In the excerpt, she also described how fear of consequences can shape a victim’s choices: “I have to consider not only whether anyone will believe me but how the allegation will impact everyone else in my life.” She added that the consequences of confronting or reporting an abuser can feel “unknowable and therefore much more terrifying,” while the abuse itself is “a known quantity that the victim has already survived.”
Nevils wrote that she told “10 or 12 people” versions of what happened that she described as “sanitized” and “idealized,” saying she did not frame it as anything other than her choice at the time. She wrote that friends’ reactions and advice — including urging her to leave NBC — stayed with her, and that it took years, along with a broader national reckoning around sexual misconduct, before she labeled her experience as assault.

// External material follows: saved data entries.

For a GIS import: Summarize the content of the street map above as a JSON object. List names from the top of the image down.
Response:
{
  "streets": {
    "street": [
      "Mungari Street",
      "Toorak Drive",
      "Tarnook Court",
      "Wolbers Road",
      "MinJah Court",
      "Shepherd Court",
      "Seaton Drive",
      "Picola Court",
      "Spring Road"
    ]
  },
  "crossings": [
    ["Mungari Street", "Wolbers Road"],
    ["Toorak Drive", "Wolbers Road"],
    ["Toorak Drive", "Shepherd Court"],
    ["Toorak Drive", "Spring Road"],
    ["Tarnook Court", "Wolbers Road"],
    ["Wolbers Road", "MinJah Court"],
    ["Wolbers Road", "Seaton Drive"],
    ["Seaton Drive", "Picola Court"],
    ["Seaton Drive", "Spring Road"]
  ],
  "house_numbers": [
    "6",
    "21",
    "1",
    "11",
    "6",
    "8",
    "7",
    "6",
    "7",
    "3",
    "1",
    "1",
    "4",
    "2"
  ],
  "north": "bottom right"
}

Complaint, Firing, and Aftermath
Nevils wrote that she learned reporters from “two different publications, Variety and the Times,” were investigating Lauer and that she believed it was only a matter of time before her experience became public. She said she filed a complaint believing it would remain confidential.

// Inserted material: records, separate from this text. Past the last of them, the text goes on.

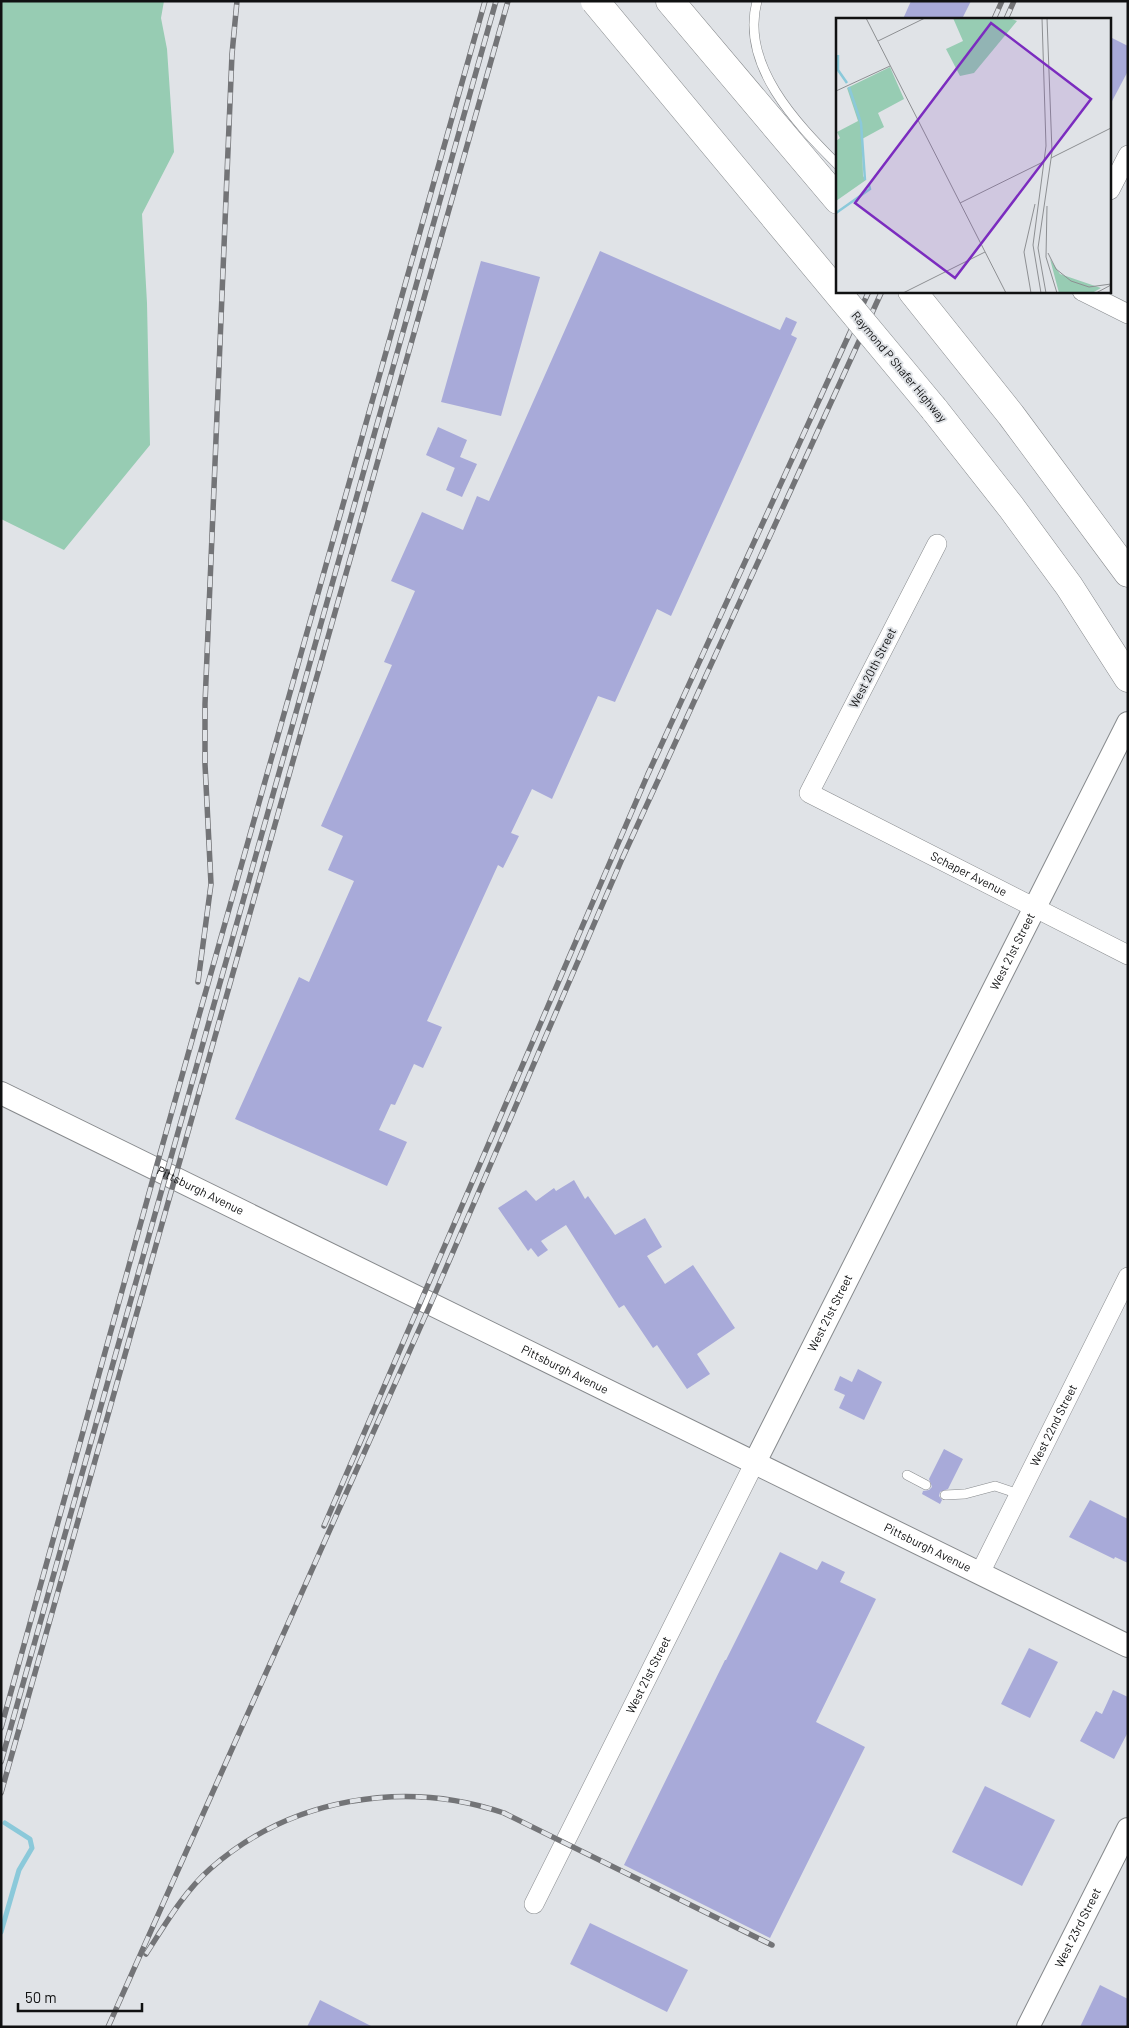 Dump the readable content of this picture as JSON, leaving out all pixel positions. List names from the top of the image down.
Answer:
{
  "streets": {
    "highway": ["Raymond P Shafer Highway"],
    "street": [
      "West 20th Street",
      "Schaper Avenue",
      "West 21st Street",
      "Pittsburgh Avenue",
      "West 22nd Street",
      "West 23rd Street"
    ]
  },
  "crossings": [
    ["West 20th Street", "Schaper Avenue"],
    ["Schaper Avenue", "West 21st Street"],
    ["West 21st Street", "Pittsburgh Avenue"],
    ["Pittsburgh Avenue", "West 22nd Street"]
  ],
  "scale_bar": "50 m"
}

She wrote that Lauer was questioned the next day and was fired that night by then–NBC News chairman Andrew Lack. She said additional allegations were published shortly afterward and that reporters began contacting her directly.
Nevils wrote that she took a leave of absence from NBC, where she had been working as a prime-time news producer, and that the leave would “ultimately prove permanent.” She described a period of severe emotional decline, writing that she became “compulsive, paranoid, and drinking all the time,” and later said she was hospitalized in a psychiatric ward, believing she had ruined her life and the lives of people she cared about.
Lauer’s Denials and Nevils’ Life Now
In 2019, Lauer denied raping Nevils in a lengthy letter to Variety. He has said he had an “extramarital affair” with her but has maintained that the relationship was “completely consensual,” disputing her account.
Nevils previously shared her experiences in Ronan Farrow’s Catch and Kill: Lies, Spies, and a Conspiracy to Protect Predators in 2019.
In the excerpt, Nevils wrote that she has “painstakingly rebuilt” her life and is now married with two children. She ended with a message to others who feel trapped by shame and isolation, writing that feeling “worthless and unlovable” is “never true” — for anyone.